Description of the task: Below are records. Find each line in them that holds the word "linejoin" and copy it.

Stored data:
━━━━━━━━

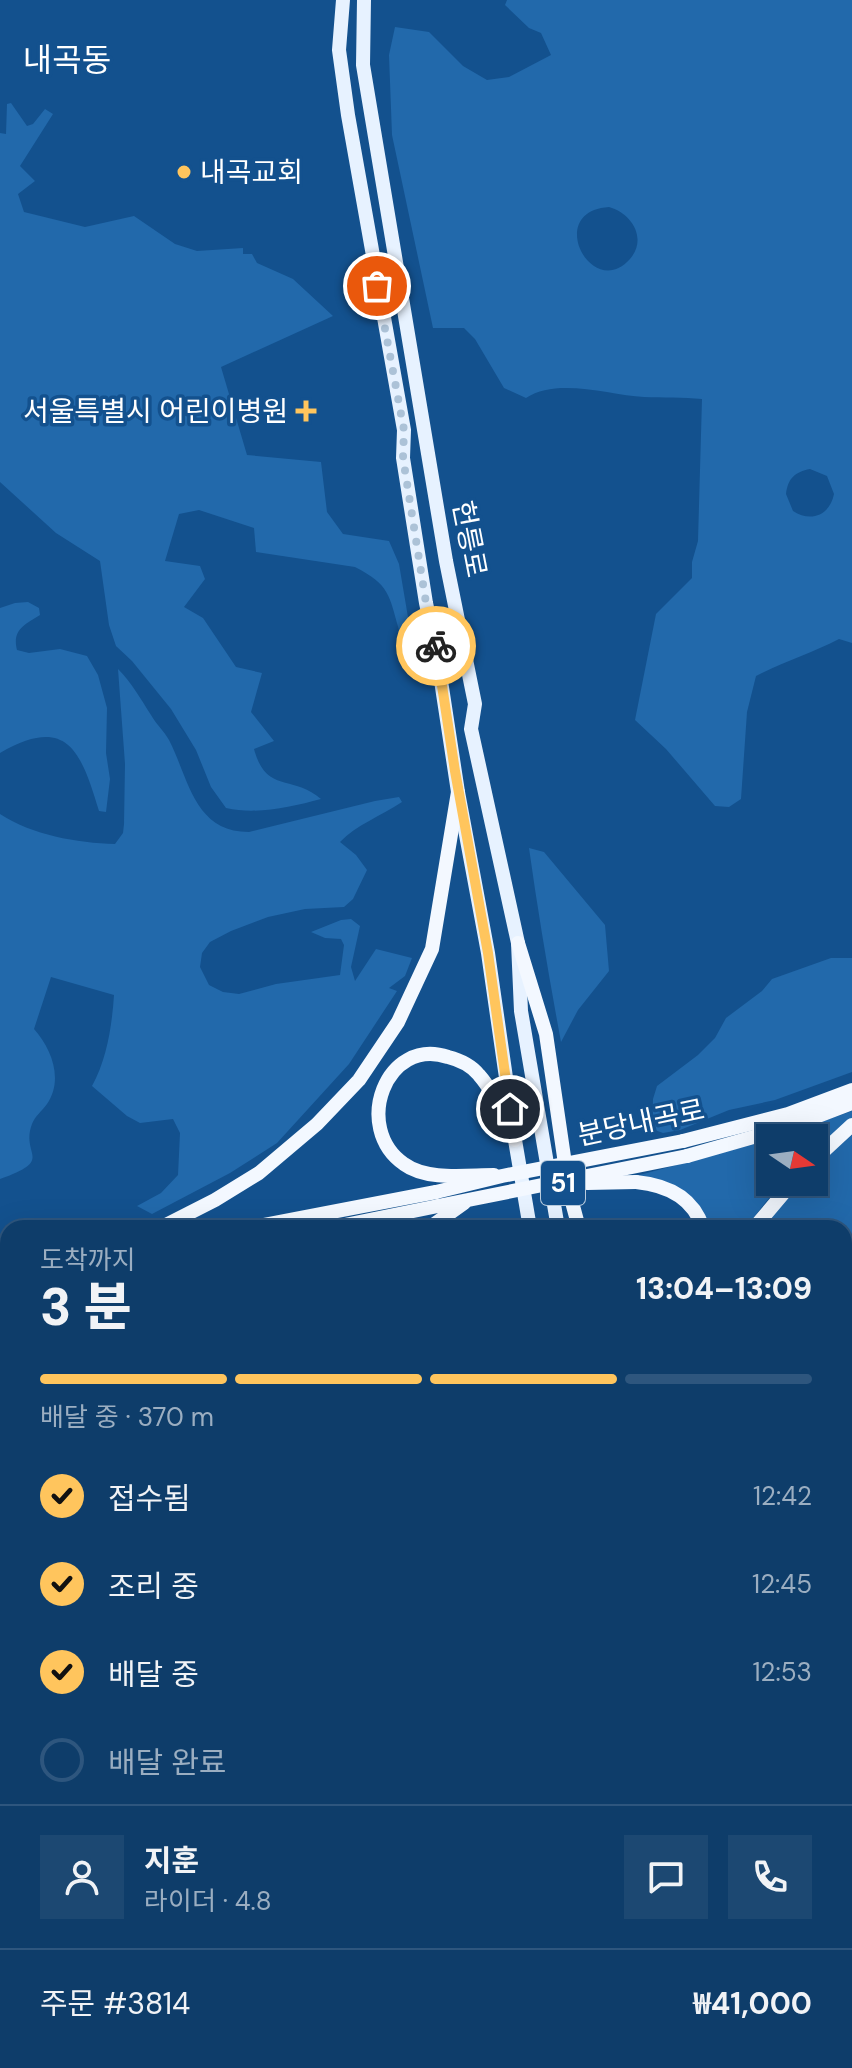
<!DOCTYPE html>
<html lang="ko">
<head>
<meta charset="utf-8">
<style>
	:root { --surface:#0e3d6a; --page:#1c4872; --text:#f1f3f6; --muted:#9baec1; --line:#2e567e; --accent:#ffc55d }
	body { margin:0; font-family:"DM Sans","Noto Sans KR",sans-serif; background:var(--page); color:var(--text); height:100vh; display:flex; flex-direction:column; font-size:30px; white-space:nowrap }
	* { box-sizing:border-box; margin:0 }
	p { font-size:26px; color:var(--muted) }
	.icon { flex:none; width:44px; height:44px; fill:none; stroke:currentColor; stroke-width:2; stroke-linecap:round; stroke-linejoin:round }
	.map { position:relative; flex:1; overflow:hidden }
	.panel { position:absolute; left:0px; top:1220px; width:852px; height:848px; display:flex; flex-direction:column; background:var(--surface); border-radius:24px 24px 0 0; box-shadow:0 8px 32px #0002,0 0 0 2px var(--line) }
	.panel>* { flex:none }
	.needle { width:52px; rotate:103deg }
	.fabs { position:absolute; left:756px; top:1124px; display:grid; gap:16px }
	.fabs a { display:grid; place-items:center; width:72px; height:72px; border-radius:0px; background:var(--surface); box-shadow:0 8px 32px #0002,0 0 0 2px var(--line); font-size:40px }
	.pin { position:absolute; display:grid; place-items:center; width:68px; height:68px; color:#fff; margin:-34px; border:4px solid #fff; border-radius:50%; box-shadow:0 2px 8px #0007 }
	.courier { position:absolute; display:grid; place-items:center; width:80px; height:80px; margin:-40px; border:6px solid #ffc55d; border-radius:50%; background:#fff; color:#222; box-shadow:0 2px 10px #0007 }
	.head em { font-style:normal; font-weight:800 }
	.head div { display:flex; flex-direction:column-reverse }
	.head { display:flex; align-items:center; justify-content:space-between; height:136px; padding:0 40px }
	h1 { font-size:52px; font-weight:800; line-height:60px }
	.bar { display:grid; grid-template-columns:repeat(4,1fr); gap:12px 8px; align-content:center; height:96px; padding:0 40px }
	.bar i { height:10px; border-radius:6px; background:var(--line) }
	.bar .on { background:var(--accent) }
	.bar p { grid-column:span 4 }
	.line { display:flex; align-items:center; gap:20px; padding:0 40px; border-top:2px solid var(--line) }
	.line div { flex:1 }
	.round { display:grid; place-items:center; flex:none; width:84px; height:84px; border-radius:0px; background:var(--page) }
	ol { padding:0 40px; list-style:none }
	li { display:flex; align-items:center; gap:24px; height:88px }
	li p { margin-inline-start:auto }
	li .icon { padding:8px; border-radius:50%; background:var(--accent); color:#111; stroke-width:4 }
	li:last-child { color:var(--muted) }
	li i { width:44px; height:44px; border:4px solid var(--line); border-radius:50% }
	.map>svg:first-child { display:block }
	.green { fill:#2269ab; fill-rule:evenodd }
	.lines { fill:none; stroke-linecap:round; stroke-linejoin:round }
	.stream { stroke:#8ec5f4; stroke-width:3 }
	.tertiary { stroke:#9dc9f1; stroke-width:10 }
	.primary { stroke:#e7f2ff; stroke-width:14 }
	.trunk { stroke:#f3f8ff; stroke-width:14 }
	.trunk-bridge { stroke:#f3f8ff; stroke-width:14 }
	.done { stroke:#acc2d7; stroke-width:8; stroke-dasharray:0 14.4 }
	.route { stroke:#ffc55d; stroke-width:10 }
	.poi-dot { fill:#ffc55d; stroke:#13518e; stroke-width:3 }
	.labels { text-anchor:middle; stroke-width:7; stroke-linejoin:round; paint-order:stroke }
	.shield { fill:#13518e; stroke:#b8cbdd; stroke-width:2 }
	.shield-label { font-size:26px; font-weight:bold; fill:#fff }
	.poi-label { font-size:28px; fill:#fff; stroke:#13518e; text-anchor:start }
	.street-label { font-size:28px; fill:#fff; stroke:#13518e }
	.quarter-label { font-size:32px; fill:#fff; stroke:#13518e }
</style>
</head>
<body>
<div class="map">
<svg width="852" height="2068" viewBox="0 0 852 2068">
	<rect width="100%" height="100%" fill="#13518e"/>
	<!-- green -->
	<g class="green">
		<path d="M 507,0 L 852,0 L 852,643 L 839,639 C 812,653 783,662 756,676 L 747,712 L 741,799 L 729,807 L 715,806 L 666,749 L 635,720 L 656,614 L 692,578 L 692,562 L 698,541 L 702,399 C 683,397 663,398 644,397 C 610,395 557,377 526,398 L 504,388 L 475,339 L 464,328 L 433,328 L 392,135 L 389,55 L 395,27 L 429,32 L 463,66 L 487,80 L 509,77 L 551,55 L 541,33 L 529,28 L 505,5 ZM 609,207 C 631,213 648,238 630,259 C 592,302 544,211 609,207 ZM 810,469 L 827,476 L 834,494 C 830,515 811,523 793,511 L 786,494 C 788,478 795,472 810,469 Z"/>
		<path d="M 11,103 L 27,126 L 33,124 L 45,109 L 53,114 L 20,166 L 35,181 L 18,194 L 24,212 L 85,227 L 134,216 L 175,244 L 197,251 L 243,248 L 243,254 L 252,254 L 257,263 L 293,279 L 333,316 L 221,367 L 247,455 L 321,462 L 327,512 L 343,534 L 389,541 L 399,564 L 410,629 L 399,630 C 389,595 390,585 355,567 L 256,552 L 254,528 L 199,510 L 179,514 L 165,561 L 200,566 L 205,579 L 184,607 L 203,618 L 236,667 L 262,673 L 251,712 L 274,741 L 254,749 C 266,794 292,774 321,799 C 291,807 257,815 226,808 L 211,787 L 196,750 L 171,709 L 132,661 L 116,646 L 109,625 L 100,561 L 56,533 L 0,482 L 0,133 L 6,134 L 7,104 Z"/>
		<path d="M 28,602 L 39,608 L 40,615 C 24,625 12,630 17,650 L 29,653 L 60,649 L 87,656 L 98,675 L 107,708 L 106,753 L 110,779 L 106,812 L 99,811 C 81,752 68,714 0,753 L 0,608 L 15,603 Z"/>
		<path d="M 118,669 C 132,683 140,698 151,715 C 156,724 164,731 169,740 C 189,779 194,832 249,832 L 375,801 L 399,797 L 402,802 C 381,816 356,825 340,842 L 356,855 L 367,870 L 353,899 L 344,907 L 305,909 L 268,917 L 231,931 L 210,942 L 202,953 L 200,967 L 209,985 L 223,992 L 239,994 L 276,984 L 340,975 L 344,945 L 341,939 L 325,938 L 311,932 L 341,920 L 351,919 L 360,926 L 351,967 L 355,981 L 376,949 L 412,958 L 405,976 L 389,988 L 397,991 L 349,1064 L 277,1143 L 230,1173 L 152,1214 L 137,1206 L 161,1193 L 178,1175 L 180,1133 L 173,1119 L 140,1123 L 127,1116 L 92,1086 C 107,1059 112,1025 114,995 L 51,977 L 34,1029 C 51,1048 64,1079 47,1104 C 42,1111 35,1116 32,1124 C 20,1156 56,1159 0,1179 L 0,814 C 32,835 77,843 115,844 L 123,833 L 124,824 L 125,764 Z"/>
		<path d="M 529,848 L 544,852 L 605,925 L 609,971 L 578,1010 L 561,1042 C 549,977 538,913 529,848 Z"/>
		<polygon points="831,958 852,958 852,1072 775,1100 729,1110 680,1130 663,1133 652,1129 653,1099 657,1086 698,1055 715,1038 726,1018 762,991 772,979"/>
		<polygon points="852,1111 852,1118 814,1149 814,1138 776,1138"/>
		<polygon points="852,1135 852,1642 844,1642 844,1228 762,1228 799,1182 814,1182 814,1168"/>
		<path d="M 770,1140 L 770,1182 L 782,1182 L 745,1228 L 710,1228 C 697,1190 670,1178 632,1177 Z"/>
		<polygon points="8,1304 8,1596 0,1595 0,1306"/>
		<polygon points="0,1785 8,1785 8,2060 243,2060 255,2068 0,2068"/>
		<polygon points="852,1791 852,1972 844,1970 844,1796"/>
	</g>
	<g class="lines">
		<!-- stream -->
		<polyline class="stream" points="333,2060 356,2068"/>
		<!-- tertiary -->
		<polyline class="tertiary" points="0,1692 8,1691"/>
		<!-- primary -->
		<g class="primary">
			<polyline points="343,0 339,50 348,115 404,430 403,458 426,603 436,648 458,792 488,953 515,1140 530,1228"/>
			<polyline points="364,0 363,65 446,561 475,704 471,729 518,943 521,1011 558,1228"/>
			<polyline points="672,2060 673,2068"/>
			<polyline points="690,2060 691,2068"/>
		</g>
		<!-- trunk -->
		<g class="trunk">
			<polyline points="518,943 546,1034 569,1191 579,1228"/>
			<polyline points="683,1141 788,1114 852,1090"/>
			<polyline points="687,1156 792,1126 852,1103"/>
			<polyline points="814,1160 852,1125"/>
			<path d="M 494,1175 C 467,1175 427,1181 404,1164 C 352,1128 386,1036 448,1057 C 460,1060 471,1065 479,1075 C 495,1093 504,1119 515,1140"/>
			<path d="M 636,1182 C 667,1185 693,1197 703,1228"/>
			<polyline points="160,1228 215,1200 259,1173 317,1124 359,1080 398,1022 432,949 458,792"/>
			<polyline points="248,1228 436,1192"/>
			<polyline points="330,1228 438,1206"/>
			<polyline points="429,1228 464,1203"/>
			<polyline points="754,1228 793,1182"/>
			<polyline points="0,1275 8,1272"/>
			<polyline points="0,1292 8,1290"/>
			<polyline points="844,1654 852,1655"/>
		</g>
		<!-- trunk-bridge -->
		<g class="trunk-bridge">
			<polyline points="587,1183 636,1182"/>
			<polyline points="436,1192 502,1176 683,1141"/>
			<polyline points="438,1206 687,1156"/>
		</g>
	</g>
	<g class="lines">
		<!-- done -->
		<polyline class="done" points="377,286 404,430 403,458 426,603 436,646"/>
		<!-- route -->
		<polyline class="route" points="436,646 455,771 488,953 510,1109"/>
	</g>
	<!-- markers -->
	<g class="poi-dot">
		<circle cx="184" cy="172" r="8"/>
		<path d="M302 399h8v8h8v8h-8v8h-8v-8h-8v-8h8z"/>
	</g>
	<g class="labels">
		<!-- shield labels -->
		<rect class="shield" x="541" y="1161" width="44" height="44" rx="6"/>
		<g class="shield-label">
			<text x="563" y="1192">51</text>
		</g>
		<!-- poi labels -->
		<g class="poi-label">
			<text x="200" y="182">내곡교회</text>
			<text x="288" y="421" text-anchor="end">서울특별시 어린이병원</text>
		</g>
		<!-- street labels -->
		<g class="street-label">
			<text transform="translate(470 539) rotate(79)" y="10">헌릉로</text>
			<text transform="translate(641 1122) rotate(-12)" y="10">분당내곡로</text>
		</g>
		<!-- quarter labels -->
		<g class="quarter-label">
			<text x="67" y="71">내곡동</text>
		</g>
	</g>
</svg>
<div class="fabs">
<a><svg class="needle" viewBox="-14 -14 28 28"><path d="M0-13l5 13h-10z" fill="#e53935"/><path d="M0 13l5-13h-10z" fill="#9baec1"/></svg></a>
</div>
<div class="pin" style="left:377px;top:286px;background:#ea580c"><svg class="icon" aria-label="bag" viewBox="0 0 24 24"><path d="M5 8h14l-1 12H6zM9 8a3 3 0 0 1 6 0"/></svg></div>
<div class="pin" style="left:510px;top:1109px;background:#1f2937"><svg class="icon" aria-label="home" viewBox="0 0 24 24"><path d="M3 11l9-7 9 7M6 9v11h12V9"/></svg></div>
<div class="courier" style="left:436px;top:646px"><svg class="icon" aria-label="bike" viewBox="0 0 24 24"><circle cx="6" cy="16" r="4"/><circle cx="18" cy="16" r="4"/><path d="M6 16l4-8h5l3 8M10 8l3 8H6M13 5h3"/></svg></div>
<section class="panel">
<div class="head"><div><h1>3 분</h1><p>도착까지</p></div><em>13:04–13:09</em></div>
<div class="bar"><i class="on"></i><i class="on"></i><i class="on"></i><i></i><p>배달 중 · 370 m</p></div>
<ol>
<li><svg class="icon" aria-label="check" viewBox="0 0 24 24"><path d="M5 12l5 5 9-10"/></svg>접수됨<p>12:42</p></li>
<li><svg class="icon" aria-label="check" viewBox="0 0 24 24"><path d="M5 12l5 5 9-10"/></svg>조리 중<p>12:45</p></li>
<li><svg class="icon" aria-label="check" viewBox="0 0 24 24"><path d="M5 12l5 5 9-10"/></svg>배달 중<p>12:53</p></li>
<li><i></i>배달 완료</li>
</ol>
<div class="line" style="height:144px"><a class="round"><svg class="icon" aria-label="person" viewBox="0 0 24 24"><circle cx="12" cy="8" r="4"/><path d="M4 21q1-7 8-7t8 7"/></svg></a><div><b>지훈</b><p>라이더 · 4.8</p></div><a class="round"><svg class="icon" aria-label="chat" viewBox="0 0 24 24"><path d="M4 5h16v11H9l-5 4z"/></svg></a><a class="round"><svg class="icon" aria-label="phone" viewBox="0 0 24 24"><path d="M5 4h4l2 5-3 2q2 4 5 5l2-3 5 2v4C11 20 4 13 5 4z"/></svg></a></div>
<div class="line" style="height:104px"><div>주문 #3814</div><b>₩41,000</b></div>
</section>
</div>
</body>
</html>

━━━━━━━━

Written solution:
	.icon { flex:none; width:44px; height:44px; fill:none; stroke:currentColor; stroke-width:2; stroke-linecap:round; stroke-linejoin:round }
	.lines { fill:none; stroke-linecap:round; stroke-linejoin:round }
	.labels { text-anchor:middle; stroke-width:7; stroke-linejoin:round; paint-order:stroke }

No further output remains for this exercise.